Stored data entries
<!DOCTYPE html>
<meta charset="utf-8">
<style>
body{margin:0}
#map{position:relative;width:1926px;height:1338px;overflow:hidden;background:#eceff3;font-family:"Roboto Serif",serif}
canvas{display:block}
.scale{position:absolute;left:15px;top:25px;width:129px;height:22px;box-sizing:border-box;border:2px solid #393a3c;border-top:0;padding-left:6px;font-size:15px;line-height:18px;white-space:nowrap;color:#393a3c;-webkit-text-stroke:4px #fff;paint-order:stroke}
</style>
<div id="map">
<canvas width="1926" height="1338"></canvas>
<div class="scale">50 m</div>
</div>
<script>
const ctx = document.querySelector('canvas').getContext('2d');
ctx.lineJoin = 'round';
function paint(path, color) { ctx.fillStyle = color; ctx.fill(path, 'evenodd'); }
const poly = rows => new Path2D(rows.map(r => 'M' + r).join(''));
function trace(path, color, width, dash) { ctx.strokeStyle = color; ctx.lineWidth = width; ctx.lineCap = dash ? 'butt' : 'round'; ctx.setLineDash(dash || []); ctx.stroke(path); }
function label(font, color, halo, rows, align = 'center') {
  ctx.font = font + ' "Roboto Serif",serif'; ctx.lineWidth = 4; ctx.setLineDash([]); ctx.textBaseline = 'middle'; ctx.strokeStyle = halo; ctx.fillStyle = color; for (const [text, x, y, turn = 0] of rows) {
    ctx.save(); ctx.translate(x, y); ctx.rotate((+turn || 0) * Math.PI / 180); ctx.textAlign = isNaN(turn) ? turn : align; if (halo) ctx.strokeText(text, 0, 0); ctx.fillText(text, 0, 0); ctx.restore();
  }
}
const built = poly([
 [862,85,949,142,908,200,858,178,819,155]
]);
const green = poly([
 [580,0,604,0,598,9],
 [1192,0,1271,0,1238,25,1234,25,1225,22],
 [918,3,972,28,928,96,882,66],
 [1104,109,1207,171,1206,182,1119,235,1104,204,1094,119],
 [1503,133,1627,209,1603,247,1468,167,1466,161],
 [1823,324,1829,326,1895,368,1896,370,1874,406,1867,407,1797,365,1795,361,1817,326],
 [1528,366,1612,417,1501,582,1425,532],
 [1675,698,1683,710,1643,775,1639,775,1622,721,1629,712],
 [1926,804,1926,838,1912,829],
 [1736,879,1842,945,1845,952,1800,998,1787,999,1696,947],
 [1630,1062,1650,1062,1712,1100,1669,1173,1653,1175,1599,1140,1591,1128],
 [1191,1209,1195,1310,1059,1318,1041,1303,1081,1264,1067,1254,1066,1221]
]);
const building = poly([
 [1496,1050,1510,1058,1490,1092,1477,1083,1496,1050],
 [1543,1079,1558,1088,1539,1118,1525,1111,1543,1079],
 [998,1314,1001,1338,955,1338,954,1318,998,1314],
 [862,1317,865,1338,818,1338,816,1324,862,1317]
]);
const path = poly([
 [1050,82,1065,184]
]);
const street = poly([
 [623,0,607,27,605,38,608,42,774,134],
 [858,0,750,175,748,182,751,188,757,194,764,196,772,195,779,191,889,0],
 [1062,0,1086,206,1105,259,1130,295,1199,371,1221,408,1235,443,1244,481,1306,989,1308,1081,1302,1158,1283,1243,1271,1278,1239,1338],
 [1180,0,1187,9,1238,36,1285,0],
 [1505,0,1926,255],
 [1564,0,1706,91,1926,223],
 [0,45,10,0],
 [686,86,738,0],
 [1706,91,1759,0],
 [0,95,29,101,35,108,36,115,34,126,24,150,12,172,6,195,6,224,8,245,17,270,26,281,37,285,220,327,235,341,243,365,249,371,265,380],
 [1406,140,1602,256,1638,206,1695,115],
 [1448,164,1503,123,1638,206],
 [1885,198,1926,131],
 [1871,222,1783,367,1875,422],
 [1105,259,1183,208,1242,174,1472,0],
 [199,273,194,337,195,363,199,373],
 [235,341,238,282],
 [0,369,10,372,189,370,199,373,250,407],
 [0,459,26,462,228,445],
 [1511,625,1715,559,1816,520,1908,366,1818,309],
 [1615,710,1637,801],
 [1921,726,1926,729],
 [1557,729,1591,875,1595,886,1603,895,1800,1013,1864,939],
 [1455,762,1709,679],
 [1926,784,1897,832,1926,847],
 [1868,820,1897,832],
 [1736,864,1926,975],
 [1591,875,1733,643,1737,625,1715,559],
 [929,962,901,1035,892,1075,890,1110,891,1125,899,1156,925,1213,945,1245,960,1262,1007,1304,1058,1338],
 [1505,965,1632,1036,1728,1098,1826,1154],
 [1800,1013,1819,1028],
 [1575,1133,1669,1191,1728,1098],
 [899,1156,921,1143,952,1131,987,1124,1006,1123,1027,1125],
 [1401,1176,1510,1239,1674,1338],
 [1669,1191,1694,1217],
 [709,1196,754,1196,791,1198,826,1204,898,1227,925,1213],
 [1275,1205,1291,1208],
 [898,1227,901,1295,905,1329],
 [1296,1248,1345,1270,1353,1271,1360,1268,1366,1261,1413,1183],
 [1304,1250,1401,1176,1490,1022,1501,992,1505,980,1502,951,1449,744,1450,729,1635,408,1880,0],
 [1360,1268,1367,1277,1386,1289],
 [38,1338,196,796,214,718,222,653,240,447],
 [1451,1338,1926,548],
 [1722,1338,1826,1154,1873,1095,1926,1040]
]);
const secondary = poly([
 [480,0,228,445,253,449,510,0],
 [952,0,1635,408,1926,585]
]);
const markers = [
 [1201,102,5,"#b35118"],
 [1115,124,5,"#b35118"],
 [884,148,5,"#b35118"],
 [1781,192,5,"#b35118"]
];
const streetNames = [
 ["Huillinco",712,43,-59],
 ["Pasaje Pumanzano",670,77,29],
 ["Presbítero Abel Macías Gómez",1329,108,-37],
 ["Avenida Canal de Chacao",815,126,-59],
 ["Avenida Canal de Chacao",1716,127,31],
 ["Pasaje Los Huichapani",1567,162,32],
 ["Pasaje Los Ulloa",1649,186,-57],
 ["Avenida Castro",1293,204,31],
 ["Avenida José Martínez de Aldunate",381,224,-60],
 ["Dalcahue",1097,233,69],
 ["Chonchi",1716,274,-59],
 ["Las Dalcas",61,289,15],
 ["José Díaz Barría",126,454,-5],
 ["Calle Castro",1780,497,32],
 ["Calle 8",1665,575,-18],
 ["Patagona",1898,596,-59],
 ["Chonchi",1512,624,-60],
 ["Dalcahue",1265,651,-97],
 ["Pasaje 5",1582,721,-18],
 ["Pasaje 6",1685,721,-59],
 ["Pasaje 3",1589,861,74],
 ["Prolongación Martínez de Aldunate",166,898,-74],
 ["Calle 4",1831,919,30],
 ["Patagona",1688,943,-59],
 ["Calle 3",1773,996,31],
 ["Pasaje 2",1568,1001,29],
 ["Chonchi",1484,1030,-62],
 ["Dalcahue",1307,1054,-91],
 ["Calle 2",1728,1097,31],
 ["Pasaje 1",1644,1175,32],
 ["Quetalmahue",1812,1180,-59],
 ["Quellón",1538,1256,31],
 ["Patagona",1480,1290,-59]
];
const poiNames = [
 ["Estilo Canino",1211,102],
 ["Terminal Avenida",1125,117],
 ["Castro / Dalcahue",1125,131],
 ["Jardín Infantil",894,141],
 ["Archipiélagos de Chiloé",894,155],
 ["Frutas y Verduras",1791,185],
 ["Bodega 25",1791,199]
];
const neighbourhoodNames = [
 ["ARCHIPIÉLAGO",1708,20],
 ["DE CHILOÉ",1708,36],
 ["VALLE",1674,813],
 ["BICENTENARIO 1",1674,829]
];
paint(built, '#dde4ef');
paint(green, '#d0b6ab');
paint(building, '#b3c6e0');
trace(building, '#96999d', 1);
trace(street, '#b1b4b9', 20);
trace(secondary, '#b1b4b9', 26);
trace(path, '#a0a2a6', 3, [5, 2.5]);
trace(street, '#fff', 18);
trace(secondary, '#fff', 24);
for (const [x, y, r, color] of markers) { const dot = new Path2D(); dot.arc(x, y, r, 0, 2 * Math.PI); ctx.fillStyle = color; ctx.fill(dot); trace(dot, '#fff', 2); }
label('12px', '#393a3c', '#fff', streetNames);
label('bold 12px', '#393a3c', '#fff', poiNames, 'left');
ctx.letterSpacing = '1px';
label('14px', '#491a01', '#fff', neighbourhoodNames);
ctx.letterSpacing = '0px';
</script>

__Try it__. From the line with "label('14px', '#491a01', '#fff', neighbourhoodNames);" to the final line of the data above, please reproduce every line exactly and add nothing.

__Exercise solution__.
label('14px', '#491a01', '#fff', neighbourhoodNames);
ctx.letterSpacing = '0px';
</script>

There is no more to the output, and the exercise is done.